In Ladakh, teachers are visiting the villages of Changthang, Pangong and Nubra where internet connectivity is very weak. Teachers are connecting with the students of the areas in coordination with the Gram Panchayats.
“We should have community classes for children and send teachers in every village on a roster system so that students can be updated with the syllabus and given homework that can be checked every week.”
“To solve the problem of weak internet, we have set up a mesh network with the help of an NGO. We upload study videos and assignments on the network which children download,” he says.
In Kozhikode, Kerala, parents from the fishing community are sending children to a learning hub run by Nasmina Nasir, founder and director of iLAB, an NGO working for the welfare of coastal communities.

Students in Learning Hub run by ILAB, an NGO
Students in these centers are taught with the help of KITE Victors, a state-run educational channel that provides digital classes to lakhs of students.
“We installed television sets for a group of 7-8 children who are taught with the help of a teacher.
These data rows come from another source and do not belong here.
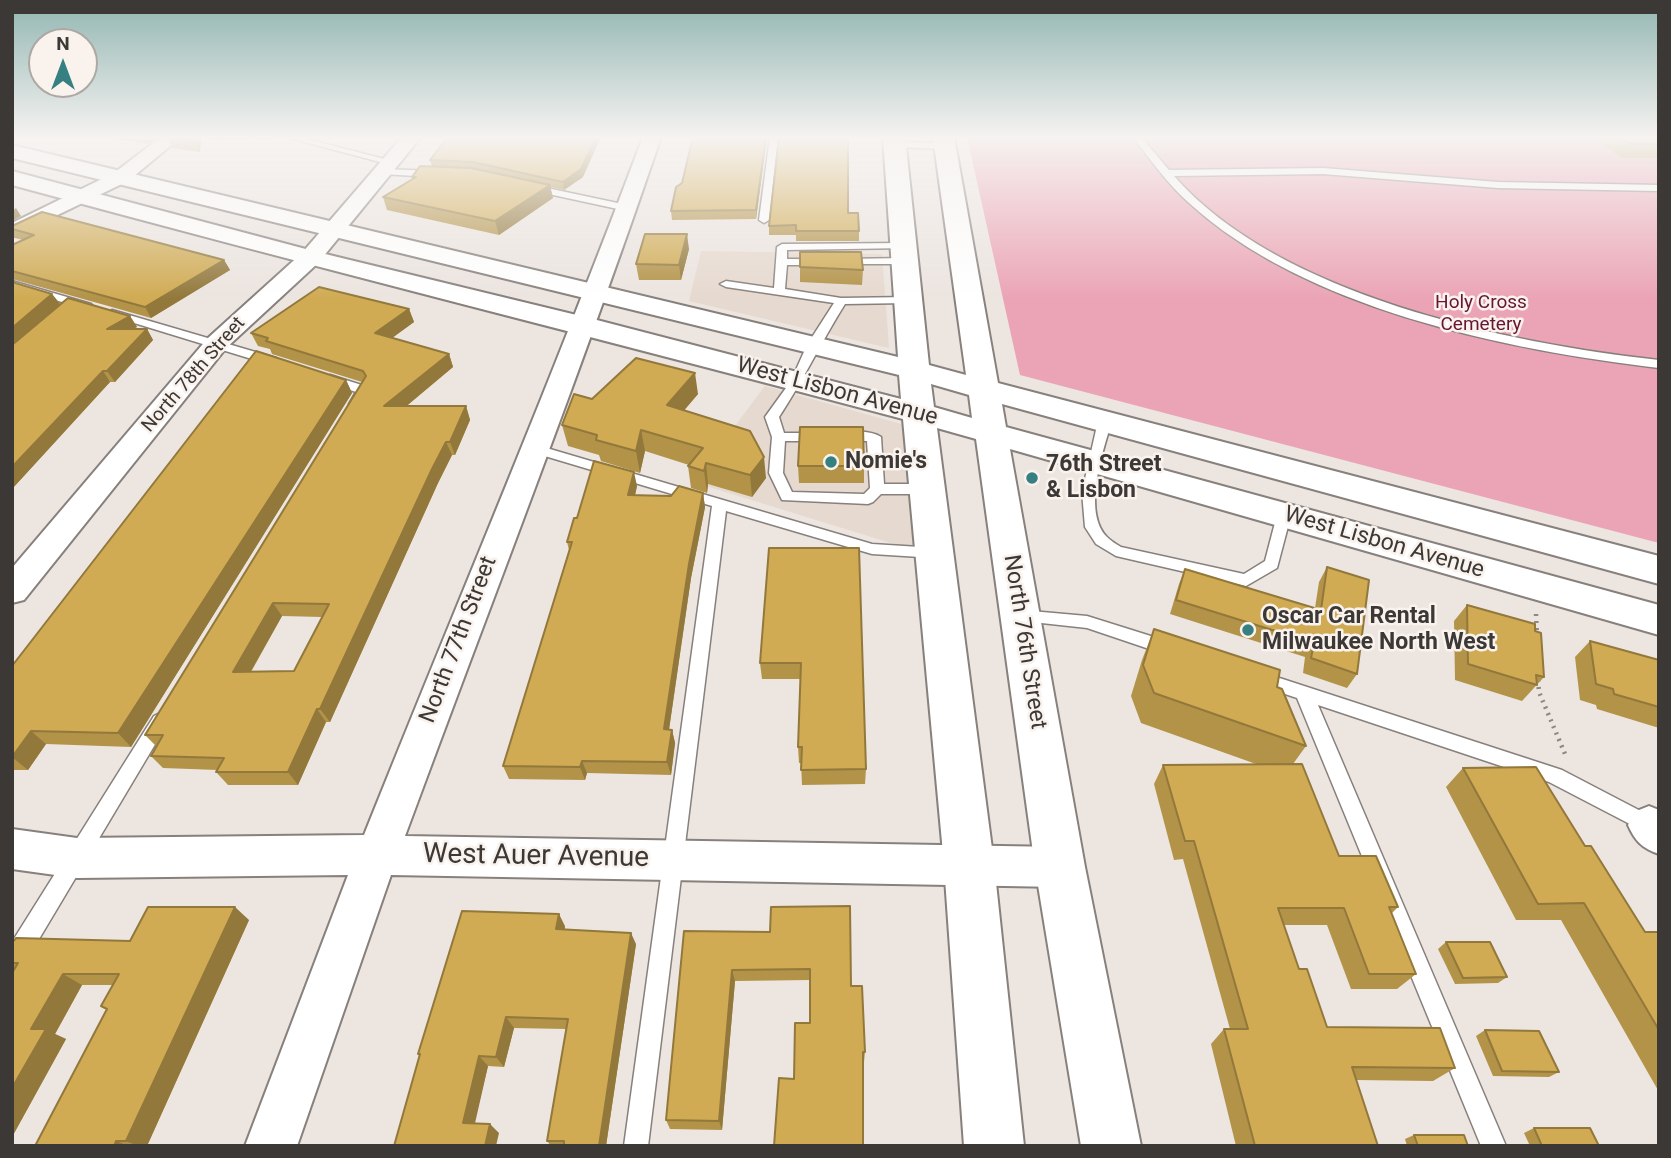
<!DOCTYPE html>
<style>
body{margin:0}
#map{position:relative;width:1671px;height:1158px;overflow:hidden;background:#ece5e0;font-family:Roboto,sans-serif}
canvas{display:block}
.frame{position:absolute;inset:0;border:14px solid #3b3836;pointer-events:none}
.north{position:absolute;left:28px;top:28px;width:70px;height:70px;box-sizing:border-box;background:#f9f2ed;border:2px solid #ada8a4;border-radius:50%;rotate:0deg;font-size:19px;font-weight:700;line-height:28px;text-align:center;color:#3b3836}
.north::after{content:'';display:block;margin:auto;width:24px;height:32px;background:#378081;clip-path:polygon(50% 0,100% 100%,50% 72%,0 100%)}
</style>
<div id="map">
<canvas width="1671" height="1158"></canvas>
<div class="frame"></div>
<div class="north">N</div>
</div>
<script>
const c = document.querySelector('canvas').getContext('2d');
c.lineJoin = 'round';
function paint(path, color) {
  c.fillStyle = color;
  c.fill(path, 'evenodd');
}
function stroke(path, color, width, dash) {
  c.strokeStyle = color;
  c.lineWidth = width;
  c.lineCap = dash ? 'butt' : 'round';
  c.setLineDash(dash || []);
  c.stroke(path);
}
function label(font, color, halo, rows, align = 'center') {
  c.font = font + ' Roboto,sans-serif';
  c.lineWidth = 5;
  c.setLineDash([]);
  c.textBaseline = 'middle';
  c.strokeStyle = halo;
  c.fillStyle = color;
  for (const [text, x, y, turn = 0] of rows) {
    c.save();
    c.translate(x, y);
    c.rotate((+turn || 0) * Math.PI / 180);
    c.textAlign = isNaN(turn) ? turn : align;
    if (halo) c.strokeText(text, 0, 0);
    c.fillText(text, 0, 0);
    c.restore();
  }
}
const built = new Path2D(`
 M701,251L882,254L889,348L689,301Z
 M765,386L908,426L914,550L693,482Z`);
const green = new Path2D(`
 M967,137H1659V543L1020,375Z`);
const path = new Path2D(`
 M1536,614L1537,637
 M1538,680L1539,692L1565,754`);
const service = new Path2D(`
 M286,137H299L396,162L391,165Z
 M770,137H778L769,220L764,223L759,220Z
 M1133,137H1141L1169,170L1323,168L1498,182L1659,185V191L1498,188L1323,174L1174,176C1279,296 1506,343 1659,360V368C1506,350 1304,309 1188,202C1167,183 1150,159 1133,137Z
 M895,142L946,143L950,146L946,149L892,147L891,145Z
 M383,169L435,171L440,174L435,177L380,174V170Z
 M533,185L627,205L632,208L627,211L530,190L528,188Z
 M903,243L908,246L907,248L787,250V259H820L825,262L820,265H787L785,289L841,298L908,297L914,300L908,303L845,304C821,342 803,381 779,417L784,433H818L825,437L818,441H785L783,473L792,492L864,494L870,488L867,441H844L837,437C847,430 871,430 881,437L884,484H928L935,489L928,494H881L873,502L868,504L782,500L769,473L772,437L765,417L791,381L807,345L834,303L726,287L720,284L726,281L774,288L777,247L782,244Z
 M842,259L905,258L910,261L905,264H838L837,262Z
 M12,281L91,304L93,306L87,309L12,288Z
 M112,310L276,358L278,361L276,364H268L108,315L106,313Z
 M330,375L368,387L369,390L360,407H350L349,404L356,392L326,382L324,379Z
 M1105,417L1112,421C1103,450 1082,512 1107,537C1111,541 1116,544 1121,547L1244,574L1265,561L1277,515L1284,510L1291,515L1277,568L1246,586L1116,556L1096,544L1085,527L1082,492L1098,421Z
 M533,444L872,544L936,548L944,553L936,558L872,554L726,511L648,1146H624L712,506L528,451L526,448L528,445Z
 M1020,610L1087,616L1173,643L1175,648L1173,653L1167,655L1087,628L1014,620L1012,616L1014,612Z
 M1258,671L1562,770L1656,819L1659,825L1656,831L1649,834L1549,782L1318,705L1506,1146H1481L1297,698L1252,683L1249,678L1252,673Z
 M160,713L166,716L169,721L166,726L20,971L12,974V942L154,716Z`);
const minor = new Path2D(`
 M161,137H181L128,181L12,237V223L114,173Z
 M402,137H421L318,263L226,348L24,600L12,603V568L208,338L302,253Z
 M643,137H661C581,372 491,603 405,836L1060,847L1075,853L1081,867L1075,881L1060,887L391,875L297,1146H245L348,875L77,878L12,869V829L77,838L364,835C457,603 555,372 643,137Z
 M1649,806L1659,810V854C1642,848 1635,841 1628,825L1634,812Z`);
const secondary = new Path2D(`
 M883,137H905L929,365L966,375L933,137H954L998,383L1659,556V584L1002,404L1006,427L1659,605V635L1010,449L1085,867L1141,1146H1081L1035,867L976,439L937,428L994,864L1024,1146H964L944,864L903,419C606,340 309,266 12,185V171L317,252L593,319L901,399L899,375L12,158V145L898,357ZM931,384L969,395L972,418L934,407Z`);
const wall = new Path2D(`
 M106,137H158L148,144Z
 M201,137L200,152L172,148L167,138Z
 M208,137H284L285,139L210,140Z
 M302,137H369L368,138L317,139Z
 M448,137L583,177L564,190L550,187L553,198L499,235L387,210L383,197L413,179L412,177L432,166L430,160Z
 M767,137L756,219L672,220L671,211Z
 M1593,137H1659V158H1622Z
 M848,213L859,231V241H796V235H769V226Z
 M12,226L224,260L230,270L151,318L12,279V245L23,240L15,238L12,234Z
 M689,249L681,280H639L636,264Z
 M800,267L863,270L862,285L800,282Z
 M12,282L52,294L60,304L30,331L130,316L137,327L132,329H147L153,340L115,382H110L12,489Z
 M409,309L414,322L392,338L449,354L453,367L406,406H466L470,420L455,455H452L438,483L330,722H326L298,785H228L216,772L218,770L163,768L151,756L156,746L145,735L362,382L272,354L270,349L258,346L251,333ZM282,616L322,617L294,671L251,672Z
 M346,380L352,393L131,747L46,744L28,770H12V666Z
 M698,394L684,410L766,478L752,497L708,484L707,493L691,488L688,466L689,465L645,451L640,473L601,461L599,455L568,446L562,425L592,399Z
 M798,466H864V483H799Z
 M637,486L635,495L671,496L703,493L705,507L691,578L669,730H672L675,743L671,775L587,773L585,780L509,779L503,766L569,550L567,542L577,518Z
 M769,548L866,769L865,784L802,785L801,763H799L798,747L800,679H762L760,663Z
 M1327,567L1357,674L1347,688L1303,673L1305,657L1170,614L1179,584L1185,569L1315,608L1319,582Z
 M1467,605L1535,631L1544,677L1522,701L1455,680L1454,621Z
 M1154,629L1306,746L1293,764L1339,856L1398,907L1392,913L1416,974L1397,989H1351L1327,925H1284L1299,969L1327,1027L1455,1068L1433,1081L1356,1080L1378,1146H1236L1211,1044L1224,1029H1230L1183,859L1174,860L1154,784L1163,765L1256,764L1141,723L1131,696L1142,660Z
 M1590,641L1659,660V728L1597,709L1596,705L1580,700L1575,657Z
 M1463,768L1585,846L1645,932H1659V1092L1561,920H1516L1446,787Z
 M249,920L147,1146H35L107,1009L112,985H82L55,1034L66,1039L12,1137L13,971L12,970V943L130,941Z
 M565,926V930L636,944L606,1146H551L547,1141L566,1029L514,1028L504,1067L488,1066L474,1124L499,1133L394,1146L420,1056L418,1054Z
 M684,931L770,932L851,986L865,1052L864,1062L794,1079L810,1023V980L735,981L722,1130L670,1129L666,1120Z
 M1446,942L1507,977L1498,983L1455,984L1438,949Z
 M1485,1030L1559,1072L1549,1077L1493,1076L1476,1036Z
 M1534,1128L1599,1146H1530L1524,1133Z
 M1414,1135L1468,1146H1407L1405,1139Z`);
const shadedWall = new Path2D(`
 M144,137H158L148,144Z
 M195,137H201L200,152L195,143Z
 M596,137H601L583,177L564,190L563,182Z
 M766,137H767L756,219V210Z
 M550,185L553,198L499,235L495,221Z
 M16,208L21,216L12,221V211Z
 M687,234L689,249L681,280L679,265Z
 M224,260L230,270L151,318L145,307Z
 M52,294L60,304L12,346V328Z
 M409,309L414,322L381,346L375,333Z
 M130,316L137,327L114,340L107,329Z
 M147,329L153,340L115,382L107,371Z
 M449,354L453,367L390,420L384,406Z
 M103,371L110,382L12,489V467Z
 M695,373L698,394L671,426L667,405Z
 M346,380L352,393L131,747L118,733Z
 M466,406L470,420L455,455L450,442Z
 M641,430L645,451L640,473L636,451Z
 M446,442L452,455L438,483L330,722L320,709L432,469Z
 M764,457L766,478L752,497L750,475Z
 M706,463L708,484L707,493L704,471Z
 M634,472L637,486L632,509L628,495Z
 M703,493L705,507L691,578L667,743L664,729L689,564Z
 M273,603L282,616L243,685L233,672Z
 M317,709L326,722L298,785L288,772Z
 M672,730L675,743L671,775L667,762Z
 M31,731L46,744L28,770L12,757Z
 M582,761L587,773L585,780L580,767Z
 M235,907L249,920L147,1146H138L126,1141Z
 M559,914L565,926L562,941L556,929Z
 M631,933L636,944L606,1146H599Z
 M732,970L735,981L722,1130L719,1121Z
 M63,974L82,985L55,1034L66,1039L12,1137V1088L31,1029Z
 M506,1017L514,1028L504,1067L496,1057Z
 M479,1056L488,1066L473,1132L463,1123Z
 M490,1124L499,1133L496,1146H485Z
 M116,1141L128,1146H114Z`);
const building = new Path2D(`
 M169,137H195V143L167,138Z
 M448,137H596L581,169L563,182L473,162L430,160Z
 M693,137H766L756,210L671,211L676,187L682,183Z
 M779,137H848V213H858L859,231H796V225L769,226Z
 M1620,137H1659V144H1630Z
 M420,166L471,168L550,185L495,221L383,197L416,177H412Z
 M42,212L224,260L145,307L12,271V245L34,235L12,229V226Z
 M645,234H687L679,265L636,264Z
 M800,252H861L863,270L800,267Z
 M12,282L52,294L12,328Z
 M319,287L409,309L375,333L449,354L384,406H466L450,442H446L432,469L320,709H317L288,772H216L224,758L151,756L163,735H145L366,376L363,371L266,341L268,338L251,333ZM273,603L329,604L294,671L233,672Z
 M68,298L130,316L107,329H147L107,371H103L12,467V345Z
 M256,351L346,380L118,733L31,731L12,757V666Z
 M636,358L695,373L667,405L750,431L764,457L750,475L706,463L704,471L688,466L703,448L641,430L636,451L596,440L597,435L562,425L574,394L592,399Z
 M800,427H863L864,466H798Z
 M594,461L634,472L628,495L671,496L679,486L703,493L689,564L664,729L672,730L667,762L582,761L580,767L503,766L572,542H567L574,518H577Z
 M769,548H859L866,769L801,770L802,747H798L801,663H760Z
 M1327,567L1369,580L1357,674L1311,658L1314,643L1176,600L1185,569L1321,610Z
 M1467,605L1535,624V631L1541,633L1544,677L1536,675L1537,685L1468,664Z
 M1154,629L1280,670L1277,687L1282,689L1306,746L1154,693L1143,665Z
 M1590,641L1659,660V707L1614,694L1613,689L1596,684Z
 M1302,764L1339,856H1376L1398,907H1389L1416,974H1369L1344,908H1278L1299,969H1307L1327,1027L1440,1028L1455,1068L1352,1067L1378,1146H1255L1224,1029H1248L1194,841H1185L1163,765Z
 M1536,767L1585,846H1591L1645,932H1659V1030L1584,903L1538,904L1463,768Z
 M850,906L851,986H862L865,1052H863V1146H774L779,1078L794,1079L795,1023H810V969L732,970L719,1121L666,1120L684,931L770,932L771,907Z
 M148,907H235L126,1141H116L114,1146H35L107,1009L101,1006L119,974H63L31,1029H46L12,1088V973L18,963H12V943L16,938L130,941Z
 M462,911L559,914L556,929L631,933L599,1146H564V1141H547L568,1019L506,1017L496,1057L479,1056L463,1123L490,1124L485,1146H394L420,1054H418Z
 M1446,942H1490L1507,977L1463,978Z
 M1485,1030L1539,1031L1559,1072L1502,1071Z
 M1534,1128H1590L1599,1146H1542Z
 M1414,1135H1464L1468,1146H1418Z`);
const markers = [
 [831,462,7,"#378081"],
 [1032,478,7,"#378081"],
 [1248,630,7,"#378081"]
];
const farParknames = [
 ["Holy Cross",1481,303],
 ["Cemetery",1481,325]
];
const farStreetnames = [
 ["North 78th Street",194,375,-49]
];
const streetNames = [
 ["West Lisbon Avenue",837,392,15],
 ["West Lisbon Avenue",1384,543,16],
 ["North 77th Street",459,640,-69],
 ["North 76th Street",1024,642,81]
];
const poiNames = [
 ["Nomie's",845,462],
 ["76th Street",1046,465],
 ["& Lisbon",1046,491],
 ["Oscar Car Rental",1262,617],
 ["Milwaukee North West",1262,643]
];
const nearStreetnames = [
 ["West Auer Avenue",536,857,1]
];
paint(built, '#e6d9cf');
paint(green, '#eba4b5');
stroke(service, '#87807c', 3);
stroke(minor, '#87807c', 4);
stroke(secondary, '#87807c', 4);
stroke(path, '#8d8884', 4.5, [2, 5]);
paint(service, '#fff');
paint(minor, '#fff');
paint(secondary, '#fff');
paint(wall, '#b39348');
paint(shadedWall, '#92783b');
paint(building, '#d0ab54');
stroke(building, '#92783b', 2);
const sky = c.createLinearGradient(0, 0, 0, 299);
sky.addColorStop(0, '#92b6b2');
sky.addColorStop(0.46, '#f6f3f1');
sky.addColorStop(1, '#f6f3f100');
c.fillStyle = sky;
c.fillRect(0, 0, 1671, 299);
for (const [x, y, r, color] of markers) {
  const dot = new Path2D();
  dot.arc(x, y, r, 0, 2 * Math.PI);
  c.fillStyle = color;
  c.fill(dot);
  stroke(dot, '#f9f2ed', 2.5);
}
label('19px', '#661634', '#f9f2ed', farParknames);
label('19px', '#3b3836', '#f9f2ed', farStreetnames);
label('23px', '#3b3836', '#f9f2ed', streetNames);
label('bold 23px', '#3b3836', '#f9f2ed', poiNames, 'left');
label('28px', '#3b3836', '#f9f2ed', nearStreetnames);
</script>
It has been successful but has been hampered due to lockdown restrictions and Cyclone Tauta.
Come together
According to Wiplo Shivhare, program head of Pratham, an NGO working towards education among the underprivileged, it is not logically possible for the government to provide smartphones and tablets to every student. The government should develop libraries for the economically weaker students from where they can borrow gadgets and return them later.
“Panchayats and communities should form groups in villages where they can be given tablets with study material without the need for internet,” he says.
“The government can help students study with free data packs. Community servers can be created for students who can download material from these networks,” says Wiplo.
Surely the pandemic has created havoc in our lives. But the brunt of this has been borne by the children and especially the people from the economically weaker sections. Without regular classes, without adequate digital infrastructure, the education of these children has suffered a major setback.